■ Brief ■
Work out how many lines of the records contain "butt". Answer with the number and nothing else.

[Opening Task input section]

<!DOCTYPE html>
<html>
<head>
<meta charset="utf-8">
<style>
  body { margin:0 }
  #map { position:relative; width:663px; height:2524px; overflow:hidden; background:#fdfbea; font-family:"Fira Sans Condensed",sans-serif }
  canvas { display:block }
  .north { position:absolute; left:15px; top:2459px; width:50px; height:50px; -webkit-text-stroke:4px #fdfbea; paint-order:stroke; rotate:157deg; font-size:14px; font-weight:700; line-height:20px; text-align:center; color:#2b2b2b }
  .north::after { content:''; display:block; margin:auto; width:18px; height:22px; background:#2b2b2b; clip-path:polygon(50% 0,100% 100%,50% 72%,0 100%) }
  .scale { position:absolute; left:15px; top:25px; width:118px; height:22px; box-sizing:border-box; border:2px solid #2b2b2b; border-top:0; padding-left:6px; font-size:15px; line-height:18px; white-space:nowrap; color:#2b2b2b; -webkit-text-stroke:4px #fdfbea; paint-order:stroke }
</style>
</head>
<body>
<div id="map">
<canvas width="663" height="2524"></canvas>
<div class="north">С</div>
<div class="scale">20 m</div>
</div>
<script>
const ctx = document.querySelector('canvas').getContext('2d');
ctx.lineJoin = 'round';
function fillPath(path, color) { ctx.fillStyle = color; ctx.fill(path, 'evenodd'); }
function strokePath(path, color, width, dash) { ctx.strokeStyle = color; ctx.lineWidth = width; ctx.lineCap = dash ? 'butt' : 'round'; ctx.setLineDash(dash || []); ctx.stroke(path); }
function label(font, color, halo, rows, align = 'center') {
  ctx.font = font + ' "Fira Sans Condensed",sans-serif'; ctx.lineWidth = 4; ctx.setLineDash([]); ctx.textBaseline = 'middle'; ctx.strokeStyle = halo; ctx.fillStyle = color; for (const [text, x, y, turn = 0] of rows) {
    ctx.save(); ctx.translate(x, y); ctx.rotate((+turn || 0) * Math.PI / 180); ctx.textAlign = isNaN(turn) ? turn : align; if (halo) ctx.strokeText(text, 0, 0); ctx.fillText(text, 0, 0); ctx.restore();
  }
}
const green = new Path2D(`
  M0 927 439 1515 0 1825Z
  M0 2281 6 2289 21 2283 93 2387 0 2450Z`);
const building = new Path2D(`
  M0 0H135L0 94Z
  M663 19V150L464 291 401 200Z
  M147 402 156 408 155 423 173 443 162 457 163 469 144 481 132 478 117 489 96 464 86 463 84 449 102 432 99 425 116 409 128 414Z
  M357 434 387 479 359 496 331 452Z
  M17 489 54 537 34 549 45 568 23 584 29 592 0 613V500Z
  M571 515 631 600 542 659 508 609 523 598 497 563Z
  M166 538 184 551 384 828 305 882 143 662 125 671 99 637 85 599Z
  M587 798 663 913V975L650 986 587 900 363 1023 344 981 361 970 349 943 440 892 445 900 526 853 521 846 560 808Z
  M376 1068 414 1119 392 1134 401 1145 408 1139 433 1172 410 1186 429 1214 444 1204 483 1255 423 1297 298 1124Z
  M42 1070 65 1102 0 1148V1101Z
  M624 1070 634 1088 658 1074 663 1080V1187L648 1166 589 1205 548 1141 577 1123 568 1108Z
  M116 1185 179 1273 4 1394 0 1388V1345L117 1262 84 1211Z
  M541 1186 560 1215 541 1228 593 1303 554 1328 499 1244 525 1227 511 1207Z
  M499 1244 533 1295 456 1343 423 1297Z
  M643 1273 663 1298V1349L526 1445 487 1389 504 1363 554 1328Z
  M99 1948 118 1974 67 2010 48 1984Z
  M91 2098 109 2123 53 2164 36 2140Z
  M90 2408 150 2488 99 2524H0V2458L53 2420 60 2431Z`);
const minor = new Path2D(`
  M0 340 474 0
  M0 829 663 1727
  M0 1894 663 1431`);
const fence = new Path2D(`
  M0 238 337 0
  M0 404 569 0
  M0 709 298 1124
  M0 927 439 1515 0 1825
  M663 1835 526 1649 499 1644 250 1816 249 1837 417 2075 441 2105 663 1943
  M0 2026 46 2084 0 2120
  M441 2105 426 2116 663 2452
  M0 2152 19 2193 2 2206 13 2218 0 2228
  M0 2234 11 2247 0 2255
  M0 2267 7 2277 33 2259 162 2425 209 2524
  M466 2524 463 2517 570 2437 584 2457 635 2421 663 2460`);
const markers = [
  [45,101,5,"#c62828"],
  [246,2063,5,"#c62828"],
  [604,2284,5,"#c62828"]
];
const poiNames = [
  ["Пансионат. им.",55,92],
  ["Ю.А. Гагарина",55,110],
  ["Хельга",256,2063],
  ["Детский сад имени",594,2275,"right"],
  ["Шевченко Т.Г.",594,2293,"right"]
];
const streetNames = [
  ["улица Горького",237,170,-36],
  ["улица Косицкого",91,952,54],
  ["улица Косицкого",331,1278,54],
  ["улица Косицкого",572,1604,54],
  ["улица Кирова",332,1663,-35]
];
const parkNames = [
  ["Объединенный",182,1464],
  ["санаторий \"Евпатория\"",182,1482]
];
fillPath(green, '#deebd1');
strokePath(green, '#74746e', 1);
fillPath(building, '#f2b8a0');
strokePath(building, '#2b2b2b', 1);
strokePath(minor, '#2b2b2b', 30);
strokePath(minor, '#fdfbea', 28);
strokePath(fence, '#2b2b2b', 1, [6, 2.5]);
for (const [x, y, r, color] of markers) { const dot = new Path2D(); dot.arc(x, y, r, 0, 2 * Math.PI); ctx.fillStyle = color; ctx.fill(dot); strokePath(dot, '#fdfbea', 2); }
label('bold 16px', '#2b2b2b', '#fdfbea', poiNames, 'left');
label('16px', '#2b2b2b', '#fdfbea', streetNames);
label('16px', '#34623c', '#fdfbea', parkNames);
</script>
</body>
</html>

[Closing Task input section]
[Opening Task input section]

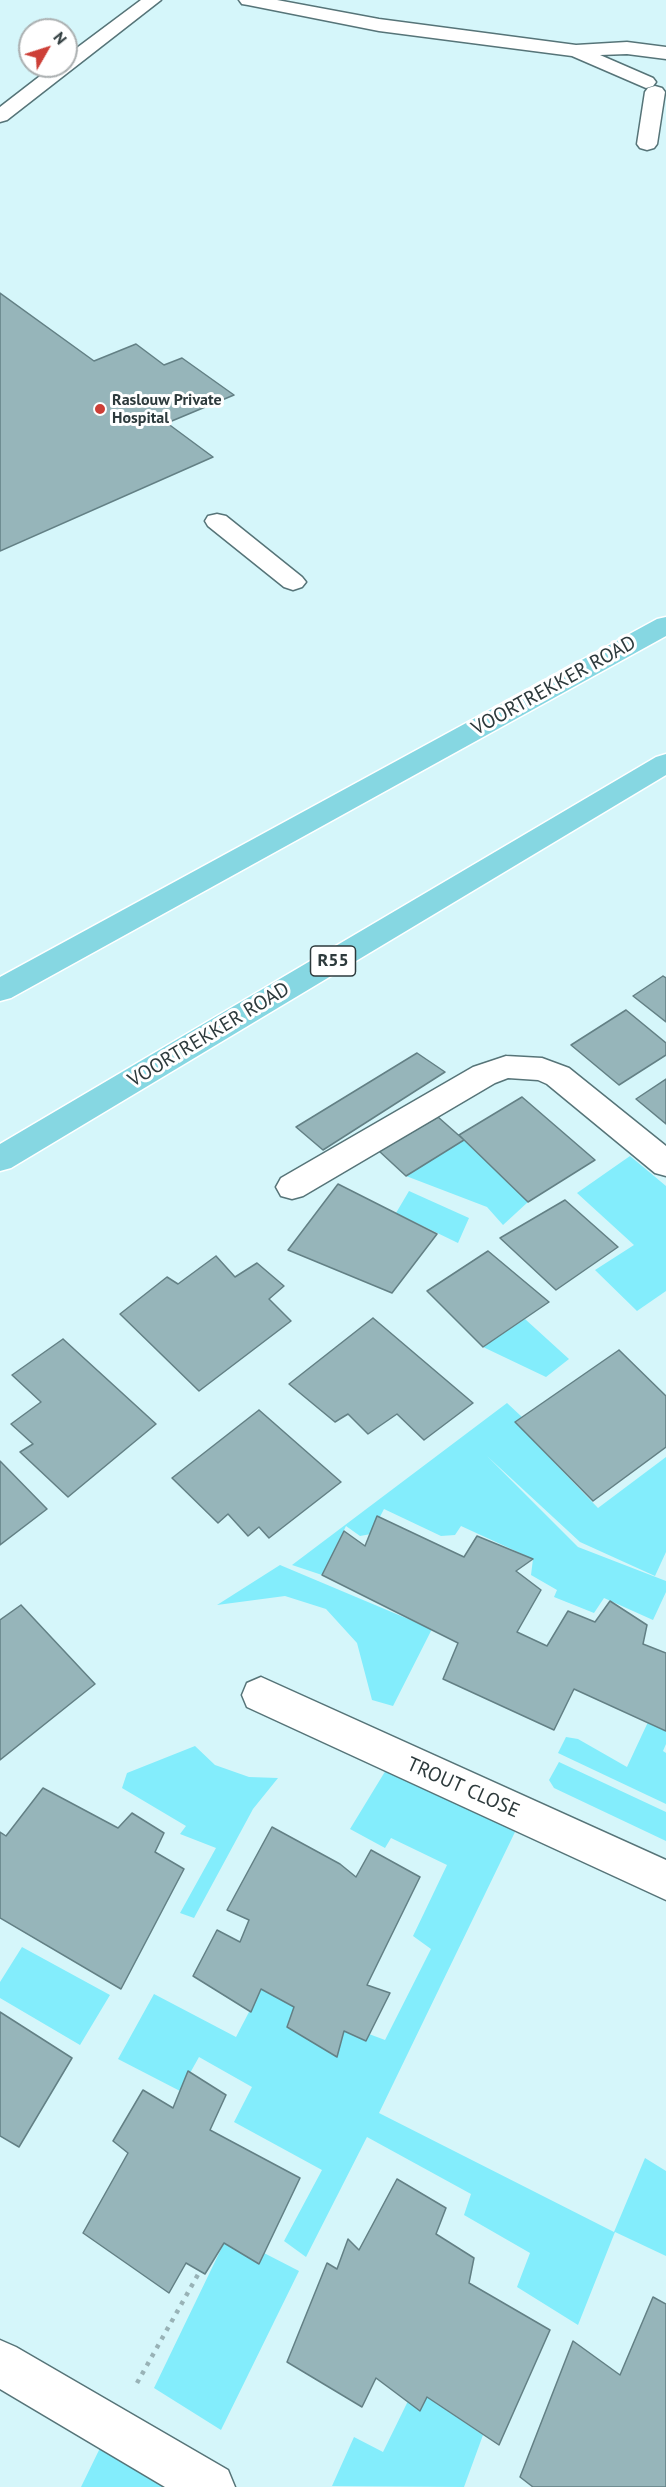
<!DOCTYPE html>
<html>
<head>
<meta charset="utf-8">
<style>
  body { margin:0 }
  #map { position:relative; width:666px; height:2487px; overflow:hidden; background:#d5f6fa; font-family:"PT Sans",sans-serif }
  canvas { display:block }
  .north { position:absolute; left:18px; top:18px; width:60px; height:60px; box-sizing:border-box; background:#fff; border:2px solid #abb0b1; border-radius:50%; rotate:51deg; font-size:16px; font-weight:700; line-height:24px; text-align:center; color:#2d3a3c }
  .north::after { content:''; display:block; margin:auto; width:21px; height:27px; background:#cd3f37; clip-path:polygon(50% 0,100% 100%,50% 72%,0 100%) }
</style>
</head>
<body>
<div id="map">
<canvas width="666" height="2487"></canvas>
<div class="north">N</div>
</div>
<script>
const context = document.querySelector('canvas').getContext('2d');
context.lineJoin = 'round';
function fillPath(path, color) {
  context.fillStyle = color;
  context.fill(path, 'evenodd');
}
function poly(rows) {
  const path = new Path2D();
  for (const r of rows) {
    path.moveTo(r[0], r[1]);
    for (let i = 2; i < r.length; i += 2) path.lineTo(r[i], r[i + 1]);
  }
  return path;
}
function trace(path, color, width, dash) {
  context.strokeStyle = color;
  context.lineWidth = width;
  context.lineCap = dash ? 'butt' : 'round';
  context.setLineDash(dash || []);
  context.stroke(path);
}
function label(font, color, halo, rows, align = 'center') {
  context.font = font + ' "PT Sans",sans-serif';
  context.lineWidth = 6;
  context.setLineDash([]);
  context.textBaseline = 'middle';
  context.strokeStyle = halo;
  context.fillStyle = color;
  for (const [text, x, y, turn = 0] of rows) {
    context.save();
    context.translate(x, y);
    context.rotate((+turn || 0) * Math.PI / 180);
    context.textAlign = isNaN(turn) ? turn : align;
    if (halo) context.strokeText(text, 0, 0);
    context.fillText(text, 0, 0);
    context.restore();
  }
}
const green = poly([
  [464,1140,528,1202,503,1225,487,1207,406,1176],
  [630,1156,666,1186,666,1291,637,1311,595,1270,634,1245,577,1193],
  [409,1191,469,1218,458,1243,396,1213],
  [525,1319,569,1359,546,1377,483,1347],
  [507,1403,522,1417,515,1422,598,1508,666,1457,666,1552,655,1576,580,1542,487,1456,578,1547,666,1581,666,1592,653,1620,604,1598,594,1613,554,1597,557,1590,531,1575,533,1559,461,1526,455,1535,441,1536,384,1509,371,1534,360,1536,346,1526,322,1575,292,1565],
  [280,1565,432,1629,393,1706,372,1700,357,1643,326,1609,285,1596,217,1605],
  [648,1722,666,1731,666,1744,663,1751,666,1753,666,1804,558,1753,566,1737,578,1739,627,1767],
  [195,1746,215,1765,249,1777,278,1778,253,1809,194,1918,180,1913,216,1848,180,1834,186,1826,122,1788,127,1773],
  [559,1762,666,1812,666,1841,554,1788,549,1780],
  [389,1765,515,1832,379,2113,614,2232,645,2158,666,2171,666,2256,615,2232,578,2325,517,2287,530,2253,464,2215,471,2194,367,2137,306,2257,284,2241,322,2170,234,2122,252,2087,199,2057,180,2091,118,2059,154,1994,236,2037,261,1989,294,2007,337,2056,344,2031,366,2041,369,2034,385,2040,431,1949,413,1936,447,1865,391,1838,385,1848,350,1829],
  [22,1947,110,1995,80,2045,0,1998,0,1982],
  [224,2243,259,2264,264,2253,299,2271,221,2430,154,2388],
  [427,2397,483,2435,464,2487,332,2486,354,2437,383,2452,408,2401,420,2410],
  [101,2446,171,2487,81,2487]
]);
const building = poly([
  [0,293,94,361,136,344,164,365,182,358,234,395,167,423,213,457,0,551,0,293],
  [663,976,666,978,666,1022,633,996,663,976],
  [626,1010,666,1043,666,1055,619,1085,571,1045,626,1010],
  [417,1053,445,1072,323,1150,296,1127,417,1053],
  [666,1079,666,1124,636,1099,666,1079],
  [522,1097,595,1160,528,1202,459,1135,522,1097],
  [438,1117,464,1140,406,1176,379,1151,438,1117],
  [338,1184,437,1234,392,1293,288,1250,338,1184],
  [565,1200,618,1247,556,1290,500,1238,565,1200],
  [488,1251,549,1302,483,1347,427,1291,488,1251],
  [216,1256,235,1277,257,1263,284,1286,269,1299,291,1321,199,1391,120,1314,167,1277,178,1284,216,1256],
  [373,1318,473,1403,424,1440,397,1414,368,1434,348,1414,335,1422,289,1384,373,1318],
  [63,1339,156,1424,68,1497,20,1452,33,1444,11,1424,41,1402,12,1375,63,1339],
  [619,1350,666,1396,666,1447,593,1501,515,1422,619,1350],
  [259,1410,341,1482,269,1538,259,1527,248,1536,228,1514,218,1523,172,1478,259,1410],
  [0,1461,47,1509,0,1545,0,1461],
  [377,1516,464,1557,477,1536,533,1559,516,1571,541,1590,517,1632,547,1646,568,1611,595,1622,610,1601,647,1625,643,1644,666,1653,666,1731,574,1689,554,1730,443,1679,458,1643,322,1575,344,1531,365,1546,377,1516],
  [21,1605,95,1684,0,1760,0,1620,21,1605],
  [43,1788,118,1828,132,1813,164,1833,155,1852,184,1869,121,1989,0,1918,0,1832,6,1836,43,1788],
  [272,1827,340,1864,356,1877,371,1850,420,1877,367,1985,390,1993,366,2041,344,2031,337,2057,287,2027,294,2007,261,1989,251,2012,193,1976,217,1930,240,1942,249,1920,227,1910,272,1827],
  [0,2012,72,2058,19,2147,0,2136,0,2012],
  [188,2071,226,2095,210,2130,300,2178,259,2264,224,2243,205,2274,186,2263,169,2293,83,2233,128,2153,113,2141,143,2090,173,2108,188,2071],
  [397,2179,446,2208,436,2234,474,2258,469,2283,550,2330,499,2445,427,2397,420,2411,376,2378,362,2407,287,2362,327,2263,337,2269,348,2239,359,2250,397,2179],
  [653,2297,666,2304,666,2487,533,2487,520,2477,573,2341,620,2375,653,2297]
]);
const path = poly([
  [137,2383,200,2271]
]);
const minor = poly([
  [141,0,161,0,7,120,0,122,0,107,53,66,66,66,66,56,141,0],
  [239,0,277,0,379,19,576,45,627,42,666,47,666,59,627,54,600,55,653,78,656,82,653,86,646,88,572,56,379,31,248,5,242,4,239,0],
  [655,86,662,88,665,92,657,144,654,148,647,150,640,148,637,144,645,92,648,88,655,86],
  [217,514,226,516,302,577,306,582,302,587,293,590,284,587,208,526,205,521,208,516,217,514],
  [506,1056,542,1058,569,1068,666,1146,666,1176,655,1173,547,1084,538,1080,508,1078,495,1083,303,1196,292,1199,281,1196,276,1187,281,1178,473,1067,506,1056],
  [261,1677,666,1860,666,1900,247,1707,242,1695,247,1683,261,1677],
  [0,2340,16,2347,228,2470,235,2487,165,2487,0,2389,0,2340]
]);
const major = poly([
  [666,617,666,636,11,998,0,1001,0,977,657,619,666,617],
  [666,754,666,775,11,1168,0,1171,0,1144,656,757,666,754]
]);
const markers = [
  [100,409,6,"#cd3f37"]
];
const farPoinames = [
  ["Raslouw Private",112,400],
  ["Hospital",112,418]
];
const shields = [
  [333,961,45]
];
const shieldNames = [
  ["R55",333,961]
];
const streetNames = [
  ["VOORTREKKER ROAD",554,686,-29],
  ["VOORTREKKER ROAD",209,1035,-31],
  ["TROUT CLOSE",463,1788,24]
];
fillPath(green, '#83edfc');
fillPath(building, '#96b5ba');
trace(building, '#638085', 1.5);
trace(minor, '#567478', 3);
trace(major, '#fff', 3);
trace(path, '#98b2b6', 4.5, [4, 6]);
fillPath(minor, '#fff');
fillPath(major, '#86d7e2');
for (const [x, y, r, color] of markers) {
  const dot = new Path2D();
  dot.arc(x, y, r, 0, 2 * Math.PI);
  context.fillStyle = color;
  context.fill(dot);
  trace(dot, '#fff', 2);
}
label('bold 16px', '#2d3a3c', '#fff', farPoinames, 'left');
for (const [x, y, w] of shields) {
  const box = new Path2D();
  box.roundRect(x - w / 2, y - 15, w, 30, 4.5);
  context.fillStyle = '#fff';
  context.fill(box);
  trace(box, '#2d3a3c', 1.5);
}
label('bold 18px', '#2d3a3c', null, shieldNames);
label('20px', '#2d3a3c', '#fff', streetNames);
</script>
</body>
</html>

[Closing Task input section]

■ Answer below ■
2